Rabu, 20 Agustus 2014

Monolog



Sssttt….
Aku harap saat kamu membaca ini, kamu tidak sedang merasa bahagia atau pun sedih, biasa-biasa saja.
Kita mulai monolog ini…

Beranjak pergi dan kembali. Setiap orang akan selalu begitu, untuk mencari dan menemukan, seperti dulu saat aku mencarimu dan kamu menemukanku. Entah itu garis takdir yang sudah ditetapkan atau memang konspirasi semesta yang mempertemukan kita dan lalu… memisahkan.
Aku selalu kagum dengan rahasia waktu, khususnya pada pukul satu dini hari saat aku mendoakanmu. Lamat-lamat pikiranku berputar memikirkan doa apa lagi yang kurapal pada Tuhan untukmu? Jika kamu selalu bahagia bersama… orang lain di luar sana.

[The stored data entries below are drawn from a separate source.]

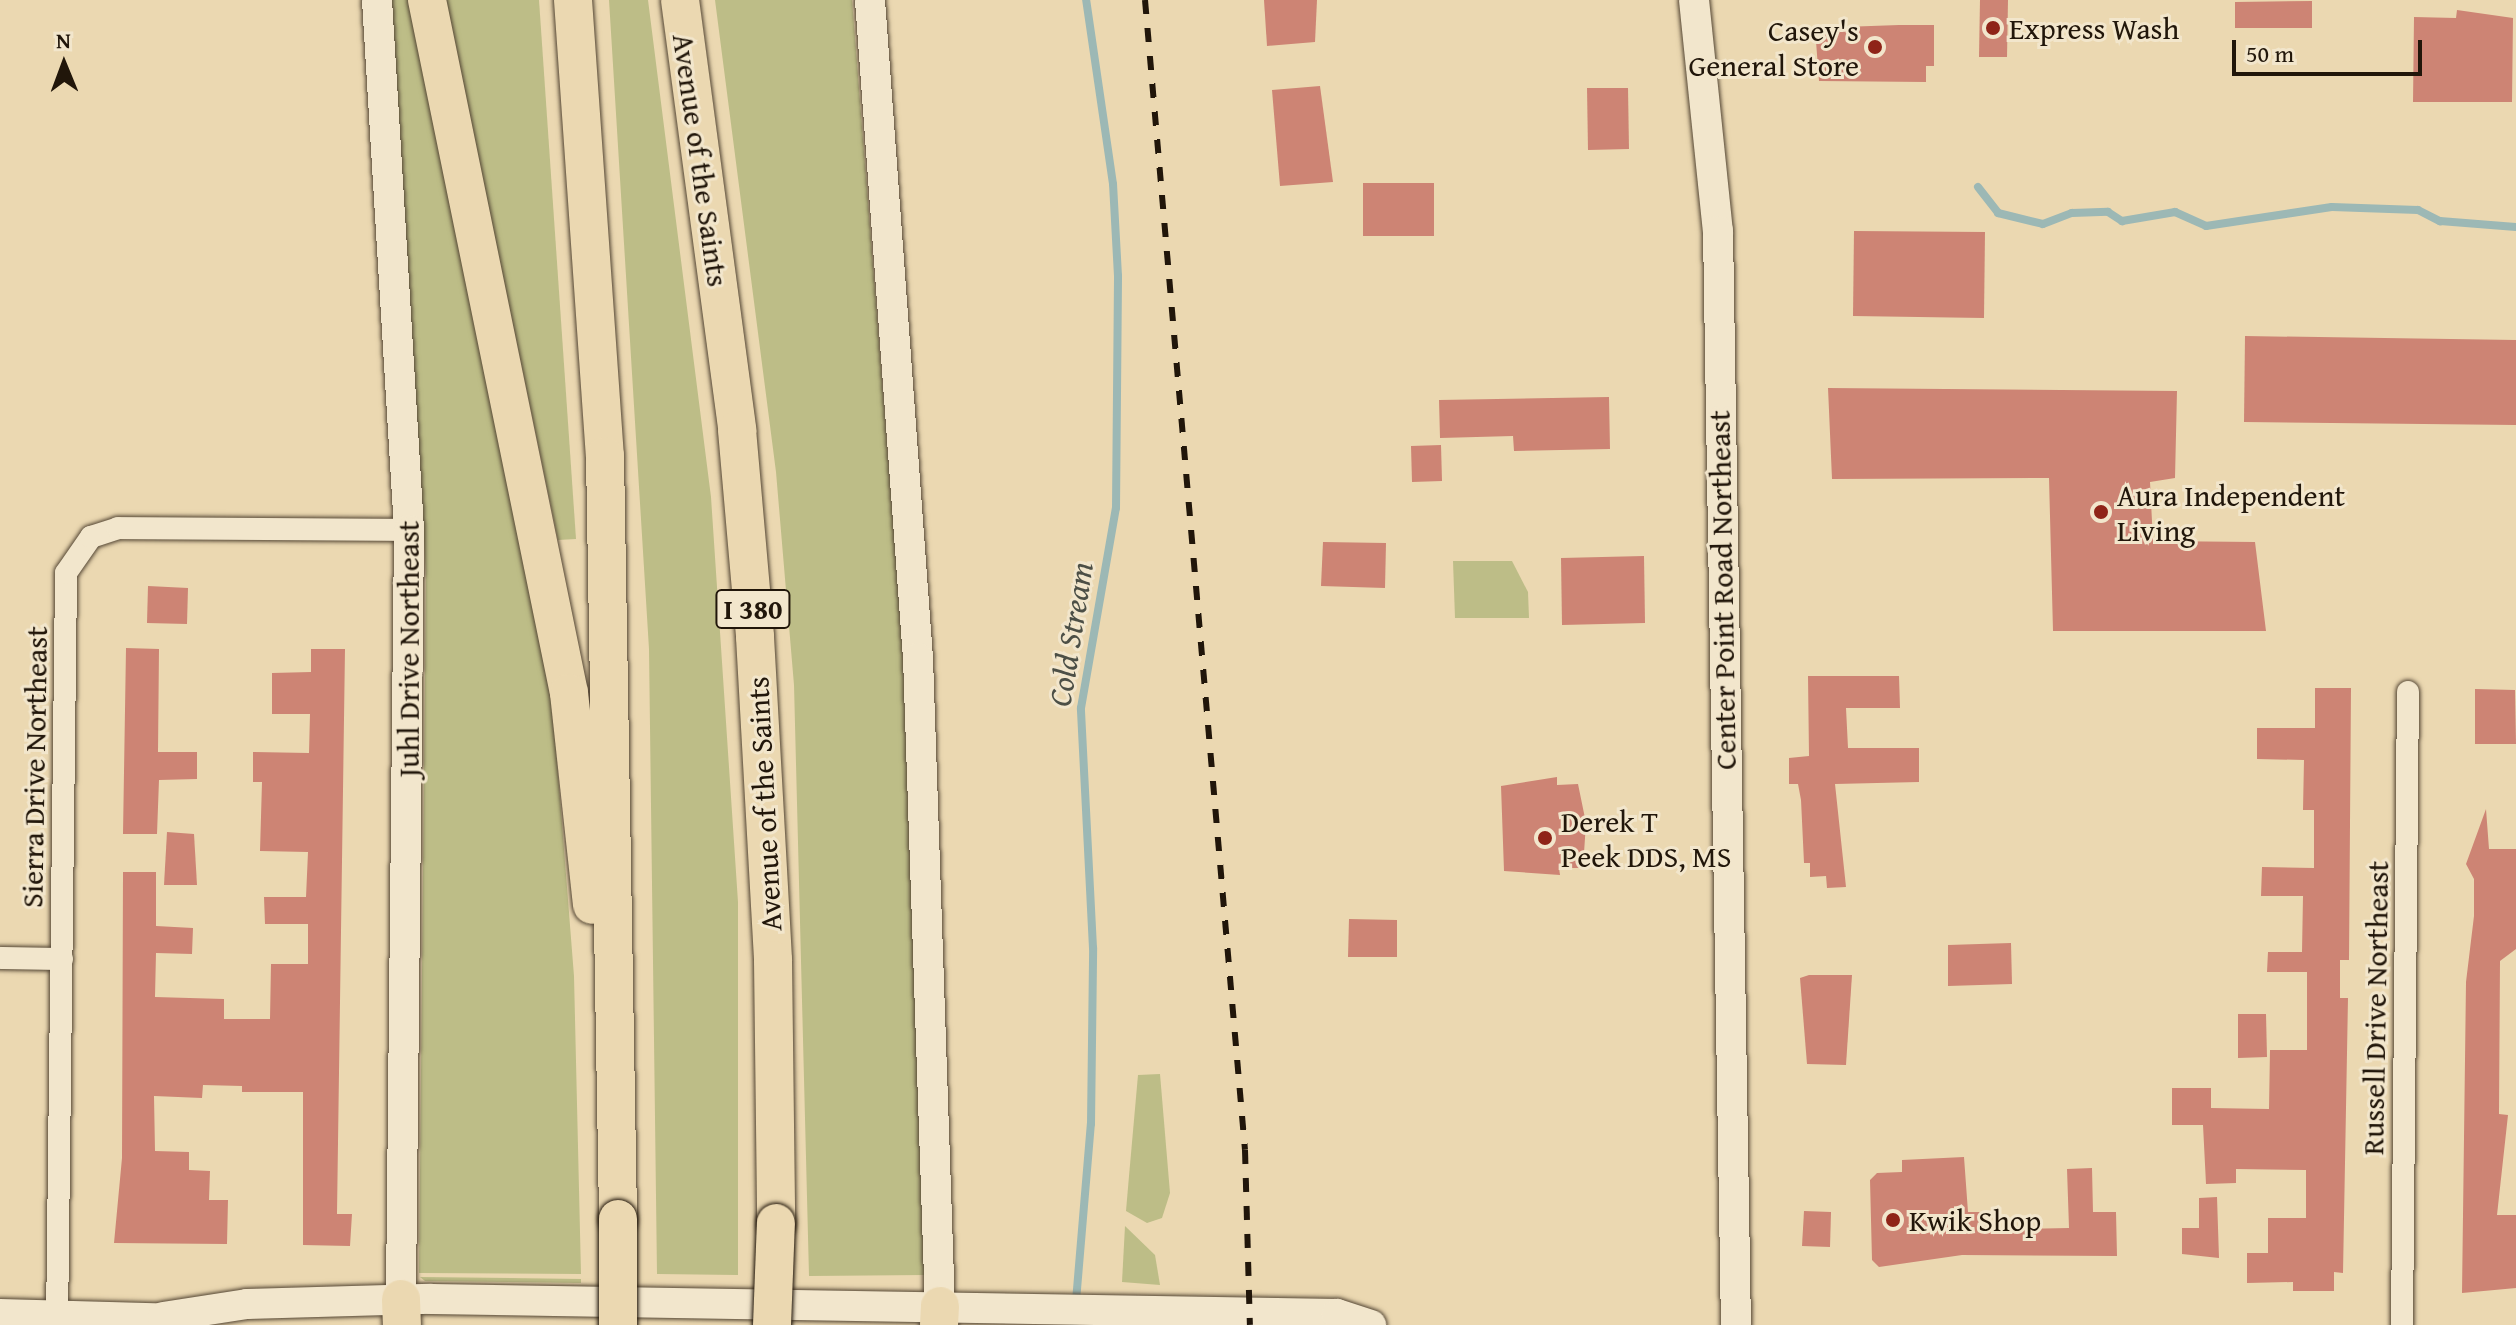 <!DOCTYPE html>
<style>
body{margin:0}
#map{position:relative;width:2516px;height:1325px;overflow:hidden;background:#ebd8b1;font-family:"Gentium Book Plus",serif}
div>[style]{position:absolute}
.green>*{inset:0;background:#bdbd87}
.stream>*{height:8px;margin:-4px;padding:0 4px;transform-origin:4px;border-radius:4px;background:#9cb8b5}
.building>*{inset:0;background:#cd8474}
.roads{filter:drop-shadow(0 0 2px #544634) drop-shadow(0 0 2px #544634)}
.street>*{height:22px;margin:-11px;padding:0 11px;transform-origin:11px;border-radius:11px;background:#f2e6cc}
.secondary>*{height:30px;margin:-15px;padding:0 15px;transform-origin:15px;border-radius:15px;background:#f2e6cc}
.highway>*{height:38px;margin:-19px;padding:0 19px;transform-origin:19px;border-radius:19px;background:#ebd8b1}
.rail>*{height:6px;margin-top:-3px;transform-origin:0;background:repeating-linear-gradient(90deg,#21160a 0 14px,transparent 0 28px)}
.bridges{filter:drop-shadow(0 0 2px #21160a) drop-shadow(0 0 2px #21160a)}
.highway-bridge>*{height:38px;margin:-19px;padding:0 19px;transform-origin:19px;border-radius:19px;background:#ebd8b1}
.dots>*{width:22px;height:22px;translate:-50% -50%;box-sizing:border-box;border:4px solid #f2e6cc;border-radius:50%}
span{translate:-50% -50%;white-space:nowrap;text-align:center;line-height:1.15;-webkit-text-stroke:6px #f2e6cc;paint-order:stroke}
.shield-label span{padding:2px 6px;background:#f2e6cc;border:2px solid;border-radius:6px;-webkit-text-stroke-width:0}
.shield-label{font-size:28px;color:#21160a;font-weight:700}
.poi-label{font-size:30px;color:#21160a}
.left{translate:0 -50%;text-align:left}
.right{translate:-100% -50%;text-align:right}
.street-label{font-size:30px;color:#21160a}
.water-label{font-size:32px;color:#4c4f46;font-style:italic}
.north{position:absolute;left:24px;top:24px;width:80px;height:80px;-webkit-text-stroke:6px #f2e6cc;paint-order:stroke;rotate:359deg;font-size:22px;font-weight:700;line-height:32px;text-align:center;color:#21160a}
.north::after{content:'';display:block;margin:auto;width:28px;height:36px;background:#21160a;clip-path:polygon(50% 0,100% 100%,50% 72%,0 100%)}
.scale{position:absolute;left:2232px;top:40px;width:190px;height:36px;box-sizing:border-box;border:4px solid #21160a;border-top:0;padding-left:10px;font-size:24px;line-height:28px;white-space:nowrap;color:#21160a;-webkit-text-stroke:6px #f2e6cc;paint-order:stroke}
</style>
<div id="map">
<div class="green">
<i style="clip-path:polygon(389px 0,412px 0,553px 710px,574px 976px,581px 1274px,419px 1273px,426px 572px)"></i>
<i style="clip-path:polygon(445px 0,539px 0,576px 539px,558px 540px)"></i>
<i style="clip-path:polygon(609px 0,648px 0,711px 497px,738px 902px,738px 1275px,657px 1274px,649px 649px)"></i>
<i style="clip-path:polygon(715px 0,852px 0,902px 633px,925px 1275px,809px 1276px,794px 685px,776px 472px)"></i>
<i style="clip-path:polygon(1453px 561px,1512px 561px,1528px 592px,1529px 618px,1455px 618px)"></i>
<i style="clip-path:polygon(1160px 1074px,1170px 1193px,1162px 1218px,1147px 1223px,1126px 1211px,1129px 1176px,1138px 1075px)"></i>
<i style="clip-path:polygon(1125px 1226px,1155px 1255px,1160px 1285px,1122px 1282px)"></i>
<i style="clip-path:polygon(420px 1277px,581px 1279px,581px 1283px,425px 1281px)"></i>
</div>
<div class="stream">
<i style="left:1978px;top:187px;width:33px;rotate:52deg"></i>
<i style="left:1998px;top:213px;width:46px;rotate:13.7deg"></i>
<i style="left:2043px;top:224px;width:31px;rotate:-21deg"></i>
<i style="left:2072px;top:213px;width:36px;rotate:-2deg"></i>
<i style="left:2108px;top:212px;width:17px;rotate:33deg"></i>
<i style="left:2122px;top:221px;width:54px;rotate:-9.6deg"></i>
<i style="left:2175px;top:212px;width:34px;rotate:24deg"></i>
<i style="left:2206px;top:226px;width:127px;rotate:-8.6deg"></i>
<i style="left:2332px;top:207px;width:86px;rotate:2deg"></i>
<i style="left:2418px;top:210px;width:25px;rotate:27deg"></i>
<i style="left:2440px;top:221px;width:76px;rotate:4.5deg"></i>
<i style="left:1074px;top:1325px;width:202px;rotate:-85.2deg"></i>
<i style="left:1091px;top:1124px;width:176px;rotate:-89.3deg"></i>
<i style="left:1093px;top:948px;width:240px;rotate:-92.9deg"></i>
<i style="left:1081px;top:708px;width:203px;rotate:-80.1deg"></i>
<i style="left:1116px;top:508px;width:232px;rotate:-89.5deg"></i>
<i style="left:1118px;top:276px;width:92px;rotate:-93.1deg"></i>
<i style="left:1113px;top:184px;width:186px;rotate:-98.3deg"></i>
</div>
<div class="building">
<i style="clip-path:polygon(1264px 0,1317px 0,1315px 42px,1267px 46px)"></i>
<i style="clip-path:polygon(1980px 0,2008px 0,2007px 57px,1979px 57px)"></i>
<i style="clip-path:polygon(2312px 1px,2312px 28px,2235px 28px,2235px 2px)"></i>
<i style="clip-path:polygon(2457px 10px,2513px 18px,2512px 102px,2413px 102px,2414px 17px,2456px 18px)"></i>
<i style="clip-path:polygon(1899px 25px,1934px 25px,1934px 66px,1926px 66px,1926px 82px,1819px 81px,1815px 28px)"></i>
<i style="clip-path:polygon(1320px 86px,1333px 182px,1280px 186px,1272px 90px)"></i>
<i style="clip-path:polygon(1587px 88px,1628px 88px,1629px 149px,1588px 150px)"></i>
<i style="clip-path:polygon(1363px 183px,1434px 183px,1434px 236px,1363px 236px)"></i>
<i style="clip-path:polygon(1854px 231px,1985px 232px,1984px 318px,1853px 316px)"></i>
<i style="clip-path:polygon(2245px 336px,2516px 340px,2516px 425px,2244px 422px)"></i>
<i style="clip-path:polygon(1828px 388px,2177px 391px,2175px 478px,2150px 482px,2153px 541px,2255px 542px,2266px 631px,2053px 631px,2049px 478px,1832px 479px)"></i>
<i style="clip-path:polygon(1609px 397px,1610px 449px,1514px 451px,1513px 436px,1440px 438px,1439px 400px)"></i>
<i style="clip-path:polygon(1441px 445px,1442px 481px,1412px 482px,1411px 446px)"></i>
<i style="clip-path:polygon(1323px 542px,1386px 543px,1385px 588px,1321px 586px)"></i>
<i style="clip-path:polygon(1644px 556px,1645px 623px,1562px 625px,1561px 558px)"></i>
<i style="clip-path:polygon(148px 586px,188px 588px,187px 624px,147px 623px)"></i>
<i style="clip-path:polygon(126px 648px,159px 649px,158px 752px,197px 752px,197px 779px,159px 780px,157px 834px,123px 834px)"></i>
<i style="clip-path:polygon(311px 649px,345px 649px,337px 1214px,352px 1214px,350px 1246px,303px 1245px,303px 1092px,242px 1092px,242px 1086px,203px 1085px,202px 1098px,154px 1096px,155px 1151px,189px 1152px,189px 1170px,210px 1171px,209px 1200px,228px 1200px,227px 1244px,114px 1243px,122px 1158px,123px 872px,156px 872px,156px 926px,193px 928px,192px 954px,156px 953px,155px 997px,224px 999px,224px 1019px,270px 1019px,271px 964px,308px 964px,308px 924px,265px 924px,264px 897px,306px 897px,308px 852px,260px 851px,262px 782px,253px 782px,253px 752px,309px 753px,310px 714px,272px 714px,272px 673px,311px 672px)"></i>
<i style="clip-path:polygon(1808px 676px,1899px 676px,1900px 708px,1846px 708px,1848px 748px,1919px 748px,1919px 782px,1835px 784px,1846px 887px,1827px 888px,1826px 876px,1810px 877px,1810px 863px,1804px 863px,1801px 800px,1798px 784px,1789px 784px,1789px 758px,1809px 756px)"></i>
<i style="clip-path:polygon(2315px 688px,2351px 688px,2349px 960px,2340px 960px,2340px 998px,2348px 998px,2343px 1273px,2334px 1272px,2334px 1291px,2293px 1291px,2293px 1282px,2247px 1283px,2247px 1253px,2268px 1253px,2268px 1218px,2306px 1218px,2306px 1170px,2236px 1169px,2236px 1183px,2206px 1184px,2203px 1125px,2172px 1125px,2172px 1088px,2211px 1088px,2211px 1108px,2269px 1109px,2270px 1050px,2307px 1050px,2307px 972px,2267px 972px,2268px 952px,2302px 952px,2303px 896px,2261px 896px,2262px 867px,2314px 868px,2314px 810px,2303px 810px,2304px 760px,2257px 759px,2257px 728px,2315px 728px)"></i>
<i style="clip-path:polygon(2475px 689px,2515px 690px,2516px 744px,2475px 744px)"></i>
<i style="clip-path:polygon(1557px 777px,1557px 785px,1578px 784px,1586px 823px,1583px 868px,1559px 868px,1560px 875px,1504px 871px,1501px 786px)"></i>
<i style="clip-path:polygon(2486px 809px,2489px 849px,2516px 849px,2516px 949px,2500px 961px,2499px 1114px,2508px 1115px,2497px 1215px,2516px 1215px,2516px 1288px,2462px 1293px,2466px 982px,2474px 916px,2474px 879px,2466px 864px)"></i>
<i style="clip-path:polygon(167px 832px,194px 834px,197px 885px,164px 885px)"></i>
<i style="clip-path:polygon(1349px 919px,1397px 920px,1397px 957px,1348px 957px)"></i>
<i style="clip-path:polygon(2011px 943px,2012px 984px,1948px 986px,1948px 945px)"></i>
<i style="clip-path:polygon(1809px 975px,1852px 975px,1846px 1065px,1807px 1064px,1800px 978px)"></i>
<i style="clip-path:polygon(2238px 1014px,2266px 1014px,2267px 1057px,2238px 1058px)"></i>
<i style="clip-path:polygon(1964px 1157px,1968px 1212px,1980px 1212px,1980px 1230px,2069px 1228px,2067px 1169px,2092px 1168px,2093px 1212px,2116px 1212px,2117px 1256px,1962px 1255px,1879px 1267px,1872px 1260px,1870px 1180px,1877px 1173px,1902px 1172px,1902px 1160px)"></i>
<i style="clip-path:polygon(2217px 1197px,2219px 1258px,2182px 1254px,2182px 1228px,2199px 1228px,2199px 1198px)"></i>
<i style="clip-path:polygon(1804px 1211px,1831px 1212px,1830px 1247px,1802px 1246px)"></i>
</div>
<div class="roads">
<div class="street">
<i style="left:0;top:958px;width:62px;rotate:0.9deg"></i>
<i style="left:57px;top:1325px;width:752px;rotate:-89.31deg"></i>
<i style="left:66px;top:573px;width:44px;rotate:-55.2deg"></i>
<i style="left:91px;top:537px;width:28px;rotate:-18deg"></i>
<i style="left:118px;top:528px;width:291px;rotate:0.4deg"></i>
<i style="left:2402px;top:1325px;width:633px;rotate:-89.46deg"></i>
</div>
<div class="secondary">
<i style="left:377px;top:0;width:531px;rotate:86.54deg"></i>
<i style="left:409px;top:530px;width:769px;rotate:90.6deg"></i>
<i style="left:870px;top:0;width:660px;rotate:85.83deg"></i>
<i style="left:918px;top:658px;width:648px;rotate:88.06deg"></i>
<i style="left:1694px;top:0;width:232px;rotate:84.1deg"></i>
<i style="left:1718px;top:231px;width:1094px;rotate:89.06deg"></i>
<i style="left:0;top:1314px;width:182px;rotate:1.6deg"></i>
<i style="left:163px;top:1317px;width:85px;rotate:-8.8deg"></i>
<i style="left:247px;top:1304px;width:184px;rotate:-1.6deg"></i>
<i style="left:431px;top:1299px;width:906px;rotate:0.95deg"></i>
<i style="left:1337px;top:1314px;width:36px;rotate:18deg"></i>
</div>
<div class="highway">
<i style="left:427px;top:0;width:707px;rotate:78.42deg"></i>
<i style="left:569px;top:693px;width:213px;rotate:83.8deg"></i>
<i style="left:573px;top:0;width:457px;rotate:86deg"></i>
<i style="left:605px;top:456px;width:763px;rotate:89.02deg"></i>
<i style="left:680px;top:0;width:434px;rotate:82.4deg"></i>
<i style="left:737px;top:430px;width:208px;rotate:85deg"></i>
<i style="left:755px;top:637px;width:324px;rotate:86.8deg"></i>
<i style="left:773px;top:960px;width:263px;rotate:89.3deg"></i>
<i style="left:401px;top:1299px;width:26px;rotate:88deg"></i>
<i style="left:939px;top:1325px;width:19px;rotate:-87deg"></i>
</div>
</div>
<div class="rail">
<i style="left:1145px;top:0;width:1154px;rotate:85.03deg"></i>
<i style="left:1245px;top:1150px;width:175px;rotate:88.4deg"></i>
</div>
<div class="bridges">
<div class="highway-bridge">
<i style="left:618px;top:1325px;width:106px;rotate:-90deg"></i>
<i style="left:772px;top:1325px;width:102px;rotate:-87.8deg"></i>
</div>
</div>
<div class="dots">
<i style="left:1993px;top:28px;background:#8f2418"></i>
<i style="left:1875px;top:47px;background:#8f2418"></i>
<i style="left:2101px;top:512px;background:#8f2418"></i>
<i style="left:1545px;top:838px;background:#8f2418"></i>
<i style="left:1893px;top:1220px;background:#8f2418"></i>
</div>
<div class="shield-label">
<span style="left:753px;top:609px">I 380</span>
</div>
<div class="poi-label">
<span class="left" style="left:2009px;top:28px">Express Wash</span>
<span class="right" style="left:1859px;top:47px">Casey's<br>General Store</span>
<span class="left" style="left:2117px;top:512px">Aura Independent<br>Living</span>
<span class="left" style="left:1561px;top:838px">Derek T<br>Peek DDS, MS</span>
<span class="left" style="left:1909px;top:1220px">Kwik Shop</span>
</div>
<div class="street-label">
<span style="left:701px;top:160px;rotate:82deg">Avenue of the Saints</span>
<span style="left:1722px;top:590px;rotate:-91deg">Center Point Road Northeast</span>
<span style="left:408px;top:649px;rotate:-90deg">Juhl Drive Northeast</span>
<span style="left:34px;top:767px;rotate:-89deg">Sierra Drive Northeast</span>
<span style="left:764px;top:804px;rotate:-93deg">Avenue of the Saints</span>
<span style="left:2375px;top:1008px;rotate:-89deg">Russell Drive Northeast</span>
</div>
<div class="water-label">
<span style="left:1071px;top:634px;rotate:-81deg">Cold Stream</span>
</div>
<div class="north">N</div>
<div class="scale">50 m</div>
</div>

Aku sudah lupa rasanya bermanja-manja tanpa harus merasa takut dikejar-kejar waktu yang selalu cemburu ketika aku bersamamu.Dahulu di bangku taman atau kedai kopi langgananmu, kita berseteru untuk mengarang cerita-cerita lucu, yang nantinya kau tulis di buku diarimu.
Dan, waktu tanpa sadar akan selalu menuntutmu ke depan, sekali lagi. Aku semakin penasaran dengan rahasia waktu. Itu membuatku ingin mencopot jarum jam yang selalu bergerak ke arah kanan, dan memerintahkannya untuk bergerak ke arah kiri. Agar aku bisa kembali ke masa itu lagi.
Seperti biasa malamku sederhana, tak ada perayaan yang berlebihan selain merindukanmu pulang. Aku tidak terlalu berharap lagi untuk yang kusebutkan barusan, karena bagiku merelakan adalah satu-satunya pilihan yang harus kulaksanan tanpa ada opsi lain meski itu bukan yang terbaik. Setidaknya untukmu dan kesembuhan hatiku.
Ingin rasanya sesekali aku mampir lagi ke terminal tempat biasa aku menjemputmu pukul lima pagi, udara masih terlalu tajam untuk ditabrakan pada muka bantalku. Semua menjadi segar, karena yang kuingat adalah senyummu yang lebar ketika kamu turun dari bis yang mengantarmu dari rumah ke hadapanku. Aku selalu menyukai itu.
Sebentar lagi hari ulang tahunku, kau masih ingat itu? Kado yang paling kuinginkan hanyalah senyum manismu yang sederhana, tetapi syaratnya kamu harus memandangiku sebentar dan mengingat-ingat hal bodoh yang kita lakukan bersama dulu. Ya, bernostalgia.
Menaiki bianglala, menikmati keemasan senja di atas ketinggian permukaan tanah. Berputar naik ke atas dan ke bawah, seakan gravitasi enyah. Kita bertatapan dan membiarkan sorot mata kita yang berbicara lewat bahasanya. Kemudian saat senja mulai sempurna, tanpa sadar dan aba-aba bibir kita digerakkan rindu agar bertemu untuk mencicipi manisnya cinta. Kecupan kecil yang memabukkan, rasanya aku ingin waktu menghentikan tugasnya sementara, lalu terlelap dalam pelukanmu. Sebentar saja, tolong biarkan aku menikmati kebahagiaan yang nantinya akan kukenang selamanya.
Sekian…
Aku sedang dalam perjalanan melupakanmu. Tolong, kali ini aminkan doaku, agar aku selamat sampai ke tempat di mana tak ada lagi kamu.